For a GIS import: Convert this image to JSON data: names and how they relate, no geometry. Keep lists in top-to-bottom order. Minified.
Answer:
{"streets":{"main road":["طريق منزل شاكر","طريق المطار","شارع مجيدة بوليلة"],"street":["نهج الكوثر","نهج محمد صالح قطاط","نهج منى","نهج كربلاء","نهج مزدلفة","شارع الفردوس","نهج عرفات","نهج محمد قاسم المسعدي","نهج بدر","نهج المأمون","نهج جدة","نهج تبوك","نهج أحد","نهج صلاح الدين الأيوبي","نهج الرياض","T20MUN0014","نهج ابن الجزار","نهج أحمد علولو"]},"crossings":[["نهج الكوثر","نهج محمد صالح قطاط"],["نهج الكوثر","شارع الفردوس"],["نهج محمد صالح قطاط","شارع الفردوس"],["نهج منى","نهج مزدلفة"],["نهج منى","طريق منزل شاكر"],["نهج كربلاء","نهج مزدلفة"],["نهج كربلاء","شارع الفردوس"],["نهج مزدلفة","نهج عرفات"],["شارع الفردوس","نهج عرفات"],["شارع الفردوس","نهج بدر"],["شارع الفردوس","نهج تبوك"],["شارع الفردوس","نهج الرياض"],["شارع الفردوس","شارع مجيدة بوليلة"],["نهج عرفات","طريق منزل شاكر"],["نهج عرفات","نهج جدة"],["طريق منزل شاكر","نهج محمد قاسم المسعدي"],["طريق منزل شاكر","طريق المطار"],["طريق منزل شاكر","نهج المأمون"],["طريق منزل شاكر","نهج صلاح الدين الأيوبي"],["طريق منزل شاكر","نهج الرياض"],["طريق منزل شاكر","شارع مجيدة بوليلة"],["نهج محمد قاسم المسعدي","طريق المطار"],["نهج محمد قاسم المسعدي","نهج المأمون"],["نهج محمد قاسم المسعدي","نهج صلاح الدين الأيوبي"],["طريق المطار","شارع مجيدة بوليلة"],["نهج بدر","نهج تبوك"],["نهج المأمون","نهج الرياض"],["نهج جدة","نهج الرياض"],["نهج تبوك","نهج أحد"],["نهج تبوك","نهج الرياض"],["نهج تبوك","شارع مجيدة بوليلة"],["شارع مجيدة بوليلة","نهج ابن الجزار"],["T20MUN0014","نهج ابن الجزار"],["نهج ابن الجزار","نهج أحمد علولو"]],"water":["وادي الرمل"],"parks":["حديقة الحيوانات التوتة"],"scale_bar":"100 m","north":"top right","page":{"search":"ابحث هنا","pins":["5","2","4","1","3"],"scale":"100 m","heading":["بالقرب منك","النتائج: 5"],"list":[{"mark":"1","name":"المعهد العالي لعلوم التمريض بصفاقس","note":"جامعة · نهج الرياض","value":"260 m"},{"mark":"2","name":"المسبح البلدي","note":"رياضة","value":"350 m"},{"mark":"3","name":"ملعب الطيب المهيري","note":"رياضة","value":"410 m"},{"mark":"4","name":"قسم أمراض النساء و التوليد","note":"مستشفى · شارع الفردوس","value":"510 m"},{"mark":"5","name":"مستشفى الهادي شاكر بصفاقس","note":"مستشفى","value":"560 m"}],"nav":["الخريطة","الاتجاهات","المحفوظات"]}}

TASK DESCRIPTION:
Output the entire data exactly, line for line.

ANSWER TO THIS TASK:
For a GIS import: Convert this image to JSON data: names and how they relate, no geometry. Keep lists in top-to-bottom order. Minified.
Answer:
{"streets":{"main road":["طريق منزل شاكر","طريق المطار","شارع مجيدة بوليلة"],"street":["نهج الكوثر","نهج محمد صالح قطاط","نهج منى","نهج كربلاء","نهج مزدلفة","شارع الفردوس","نهج عرفات","نهج محمد قاسم المسعدي","نهج بدر","نهج المأمون","نهج جدة","نهج تبوك","نهج أحد","نهج صلاح الدين الأيوبي","نهج الرياض","T20MUN0014","نهج ابن الجزار","نهج أحمد علولو"]},"crossings":[["نهج الكوثر","نهج محمد صالح قطاط"],["نهج الكوثر","شارع الفردوس"],["نهج محمد صالح قطاط","شارع الفردوس"],["نهج منى","نهج مزدلفة"],["نهج منى","طريق منزل شاكر"],["نهج كربلاء","نهج مزدلفة"],["نهج كربلاء","شارع الفردوس"],["نهج مزدلفة","نهج عرفات"],["شارع الفردوس","نهج عرفات"],["شارع الفردوس","نهج بدر"],["شارع الفردوس","نهج تبوك"],["شارع الفردوس","نهج الرياض"],["شارع الفردوس","شارع مجيدة بوليلة"],["نهج عرفات","طريق منزل شاكر"],["نهج عرفات","نهج جدة"],["طريق منزل شاكر","نهج محمد قاسم المسعدي"],["طريق منزل شاكر","طريق المطار"],["طريق منزل شاكر","نهج المأمون"],["طريق منزل شاكر","نهج صلاح الدين الأيوبي"],["طريق منزل شاكر","نهج الرياض"],["طريق منزل شاكر","شارع مجيدة بوليلة"],["نهج محمد قاسم المسعدي","طريق المطار"],["نهج محمد قاسم المسعدي","نهج المأمون"],["نهج محمد قاسم المسعدي","نهج صلاح الدين الأيوبي"],["طريق المطار","شارع مجيدة بوليلة"],["نهج بدر","نهج تبوك"],["نهج المأمون","نهج الرياض"],["نهج جدة","نهج الرياض"],["نهج تبوك","نهج أحد"],["نهج تبوك","نهج الرياض"],["نهج تبوك","شارع مجيدة بوليلة"],["شارع مجيدة بوليلة","نهج ابن الجزار"],["T20MUN0014","نهج ابن الجزار"],["نهج ابن الجزار","نهج أحمد علولو"]],"water":["وادي الرمل"],"parks":["حديقة الحيوانات التوتة"],"scale_bar":"100 m","north":"top right","page":{"search":"ابحث هنا","pins":["5","2","4","1","3"],"scale":"100 m","heading":["بالقرب منك","النتائج: 5"],"list":[{"mark":"1","name":"المعهد العالي لعلوم التمريض بصفاقس","note":"جامعة · نهج الرياض","value":"260 m"},{"mark":"2","name":"المسبح البلدي","note":"رياضة","value":"350 m"},{"mark":"3","name":"ملعب الطيب المهيري","note":"رياضة","value":"410 m"},{"mark":"4","name":"قسم أمراض النساء و التوليد","note":"مستشفى · شارع الفردوس","value":"510 m"},{"mark":"5","name":"مستشفى الهادي شاكر بصفاقس","note":"مستشفى","value":"560 m"}],"nav":["الخريطة","الاتجاهات","المحفوظات"]}}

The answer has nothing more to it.